I am still dancing around in the echo of what you said about how oversharing is a “gendered term.” You said men who share about their experiences are deemed brave, but women are relegated to oversharing. I agree. I’ve sat at plenty of lunchtables with men talking perversion and misogyny and using expletives every other word and I got the impression that I was just supposed to hang. Whereas women asking for a tampon at anything above a whisper is considered gauche. I don’t know if this is a battle we will ever win, dear Lena, the war of who gets permission to share true things, but that reminds me of something else illuminating you said. You explained how Hannah, the character you play in “Girls,” is the one who feels charged with saying all the true things out loud, except she forgets that there are social constructs in place for a reason.

I feel this way.
All the time.

I live in reaction to a very private family. I think my temperament is also pretty no bologna and having spent a decade in New England, I’m wicked blunt. But to my family, I’m all, “Okay, people, I’m calling everyone onto the floor who is still wearing a scrunchie from 1994″ and my family is sort of, “Anybody care for some tea?”

So what I’m saying, Lena Dunham, is that I think we get each other. Also, did I say how cute your hair is looking on your Vogue cover? Ah, and by the way, congrazzles on the rave reviews of your book. Michiko Kakutani? Girrrrl.
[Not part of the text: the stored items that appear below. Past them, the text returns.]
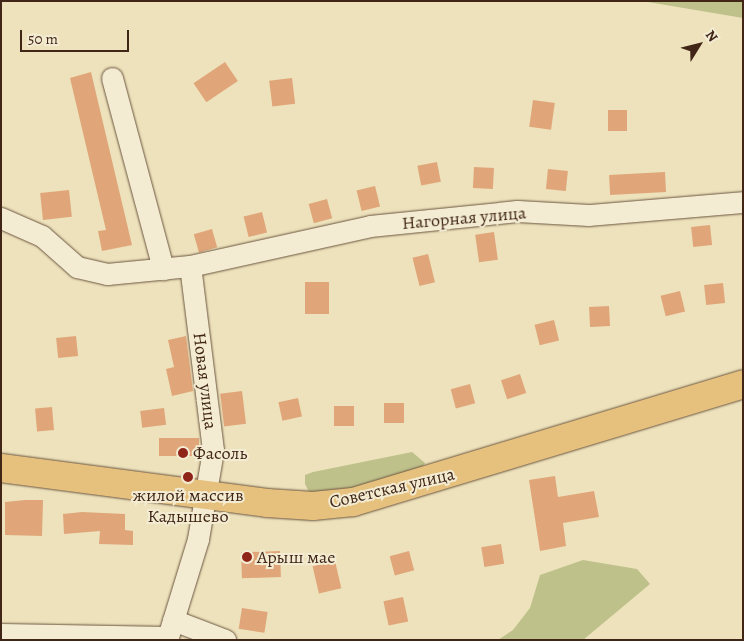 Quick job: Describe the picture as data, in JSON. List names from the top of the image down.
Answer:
{
  "streets": {
    "main road": ["Советская улица"],
    "street": ["Нагорная улица", "Новая улица"]
  },
  "crossings": [
    ["Нагорная улица", "Новая улица"],
    ["Новая улица", "Советская улица"]
  ],
  "places": ["Фасоль", "жилой массив Кадышево", "Арыш мае"],
  "scale_bar": "50 m",
  "north": "top right"
} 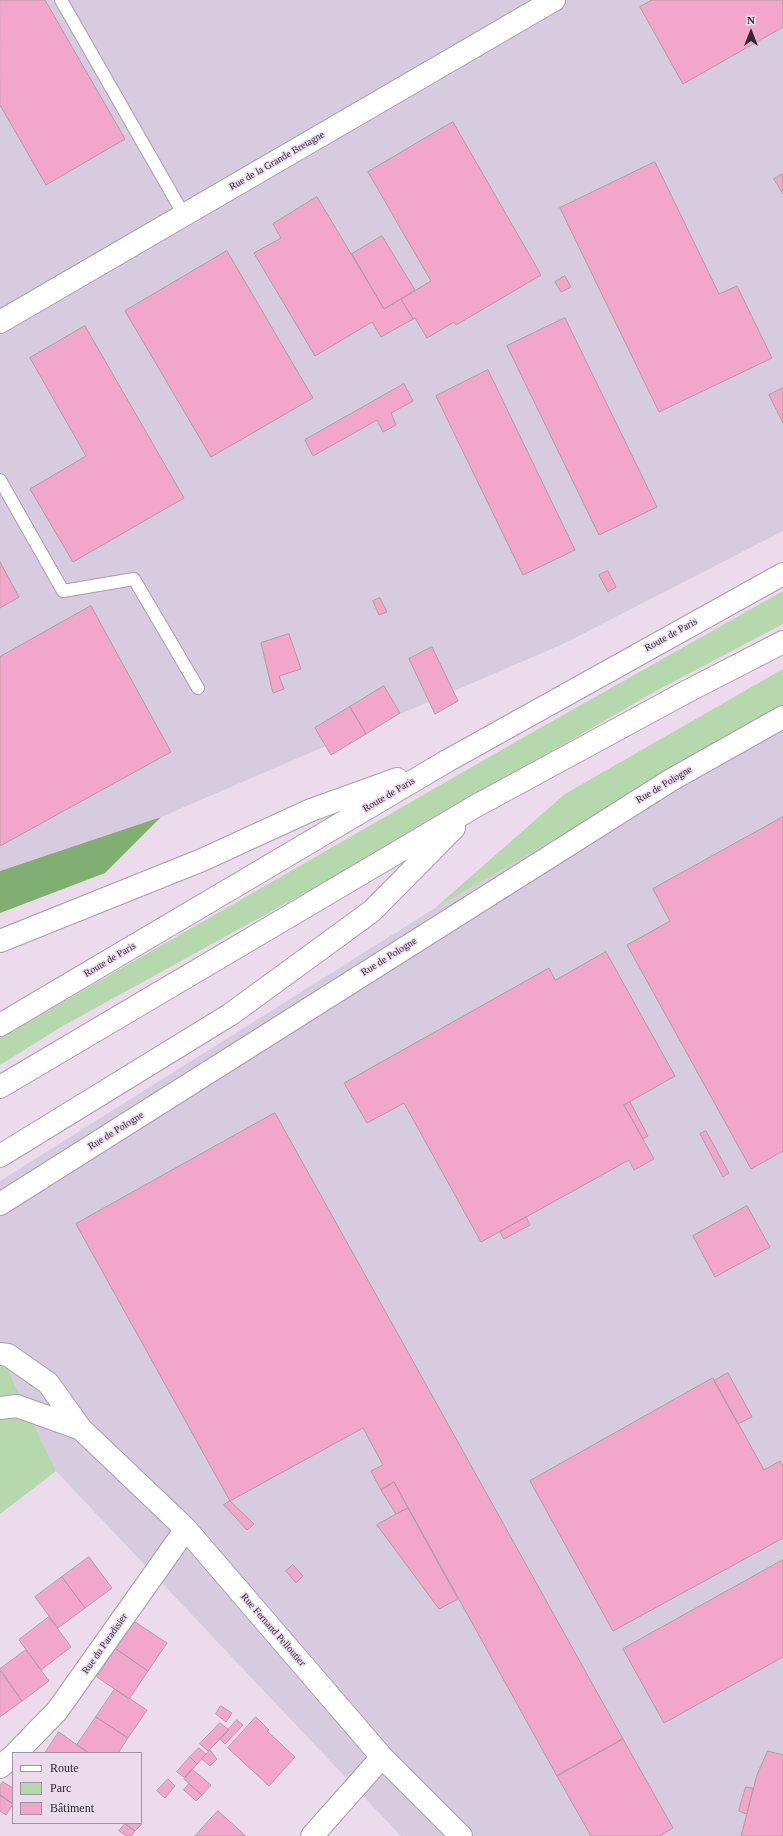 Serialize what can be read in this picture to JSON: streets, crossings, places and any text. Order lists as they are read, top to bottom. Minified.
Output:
{"streets":{"main road":["Rue de la Grande Bretagne","Route de Paris","Rue de Pologne","Rue Fernand Pelloutier","Rue du Paradisier"]},"crossings":[["Rue Fernand Pelloutier","Rue du Paradisier"]],"legend":["Route","Parc","Bâtiment"],"north":"top"}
Full disclosure, though: I couldn’t get into “Girls” and it’s not for the lack of trying on my part or a lack of talent for writing and acting on your part. It was just one of those salt-in-the-wounds reminders of how I sort of forgot to live in New York in my twenties and how I cannot fathom how many sexually transmitted diseases would be involved if life were really like that. That’s where my brain goes. Everybody else is, Look how brave! Look how true! And I am tar-heeled paralyzed in the corner, pondering whether or not all those characters would be filling prescriptions for crabs.

Was that the sound of me oversharing again?